Somewhere in Google’s Sunnyvale headquarters is a conference room that gained some notoriety in April of last year. Workers entered, took a seat, and wouldn’t leave. They weren’t calling for better pay or benefits. They were calling on their employer to cease doing business with a government that they perceived to be carrying out crimes. Trespassing charges were brought against nine of them. Twenty-eight were let go. Eventually, the figure reached fifty. Even by the increasingly turbulent standards of Silicon Valley, it’s difficult to ignore how unusual that is.
One of the most contentious business agreements in recent memory is Project Nimbus, a $1.2 billion cloud computing contract that the Israeli government, Google, and Amazon signed in 2021. On paper, it appears to be a simple infrastructure agreement that includes digital transformation for government ministries, cloud services, and AI tools. It’s the kind of document that tech companies sign on a regular basis without anyone having to march through the lobby. However, this one is unique, and the causes continue to mount.
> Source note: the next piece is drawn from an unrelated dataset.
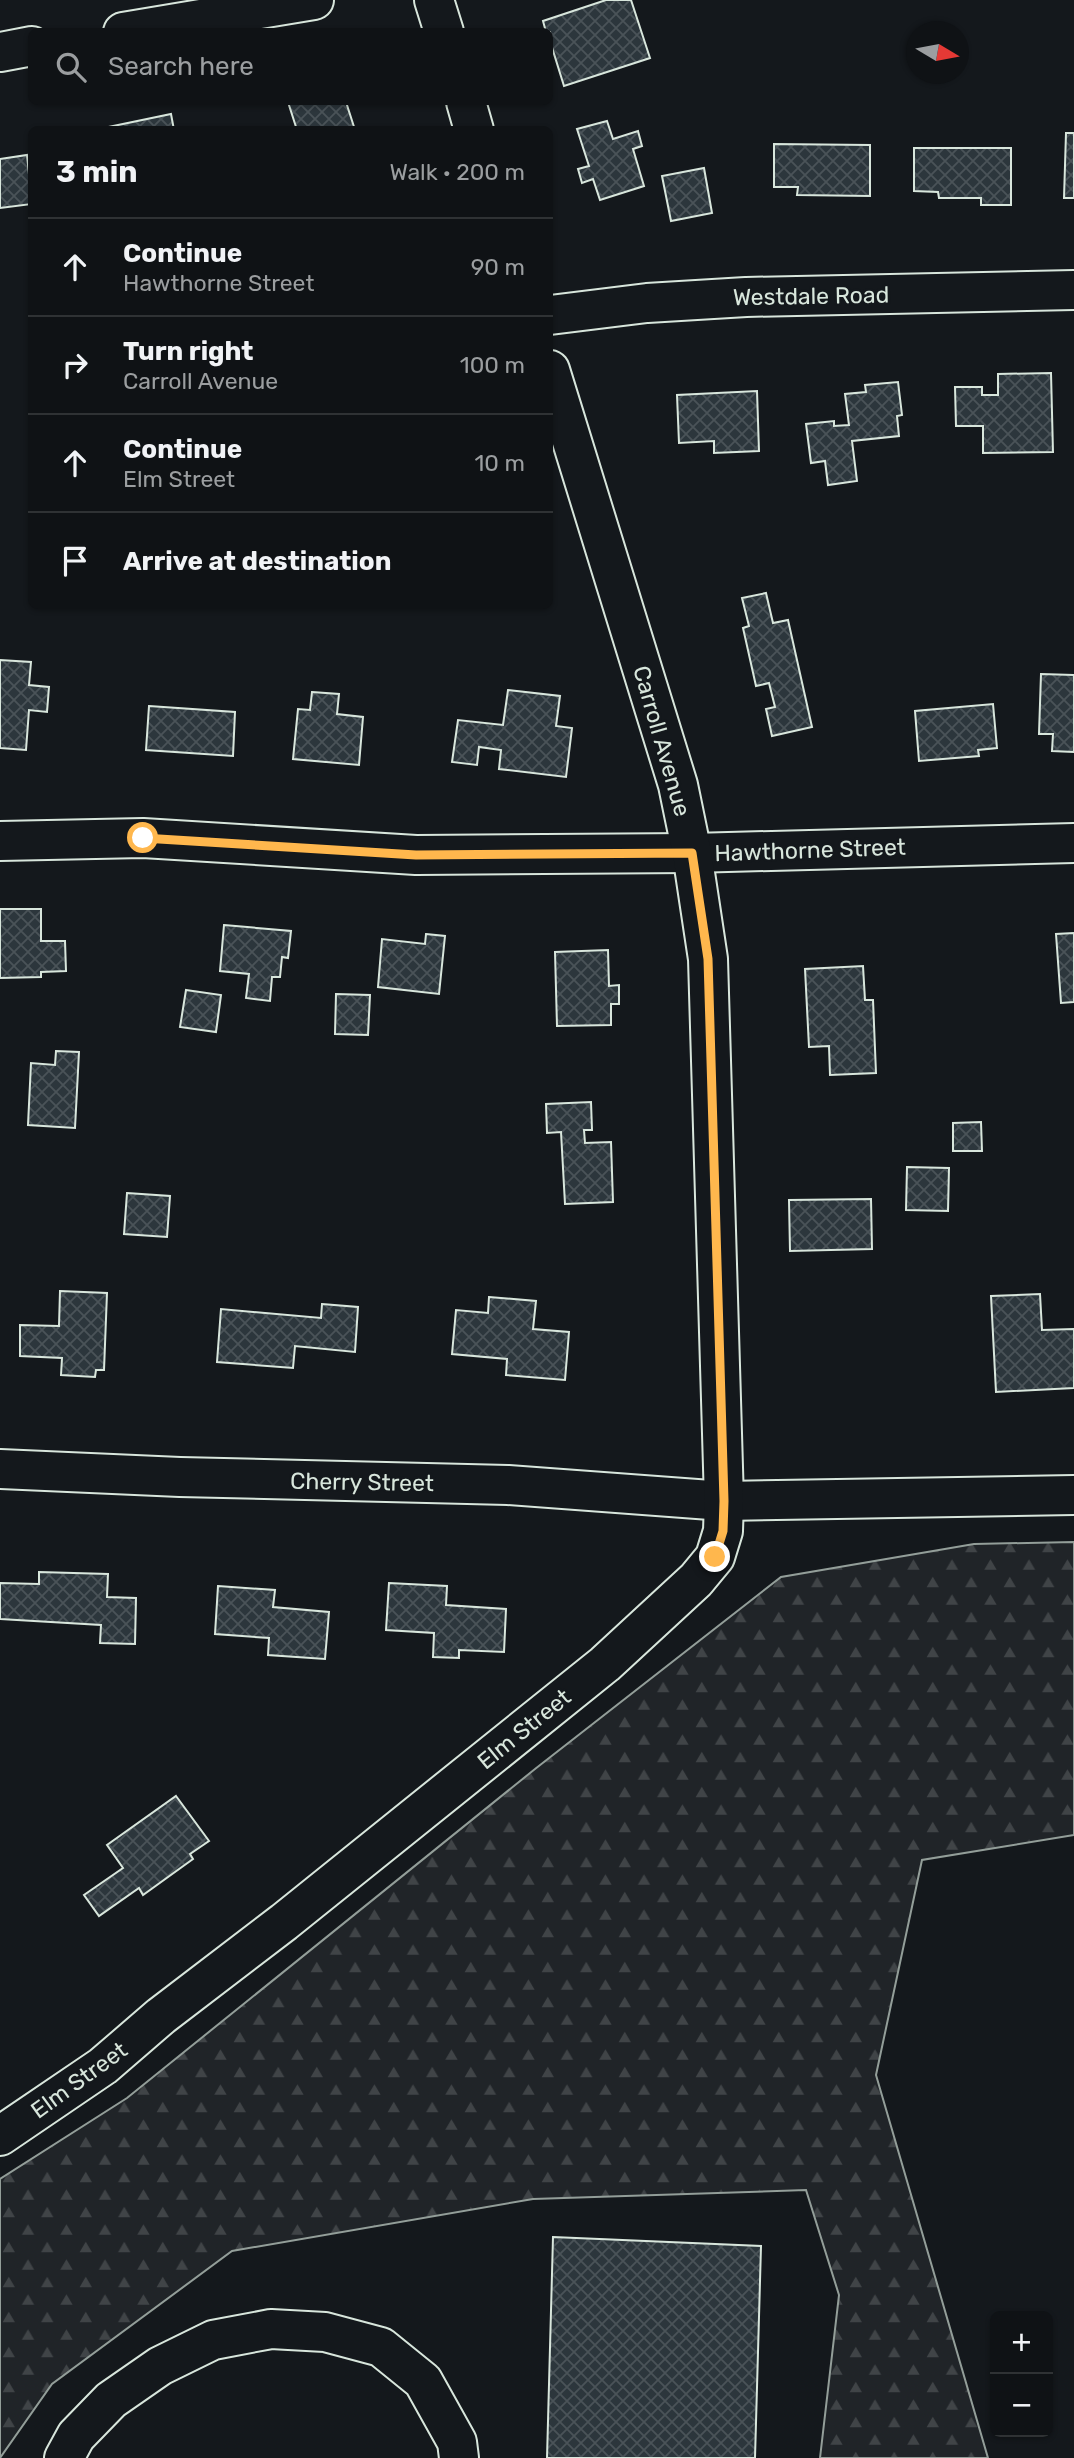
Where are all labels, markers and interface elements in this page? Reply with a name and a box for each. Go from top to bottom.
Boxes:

Unusual protections were built into the contract from the start. Google and Amazon are contractually prohibited from refusing service to any Israeli government agency, including the armed forces. Boycott pressure prevents them from stopping services. It’s important to take a moment to consider the final clause, which effectively anticipated protest and locked the companies in regardless. It probably depends on who you ask and how kindly you’re feeling to determine whether that was careful legal drafting or something more intentional.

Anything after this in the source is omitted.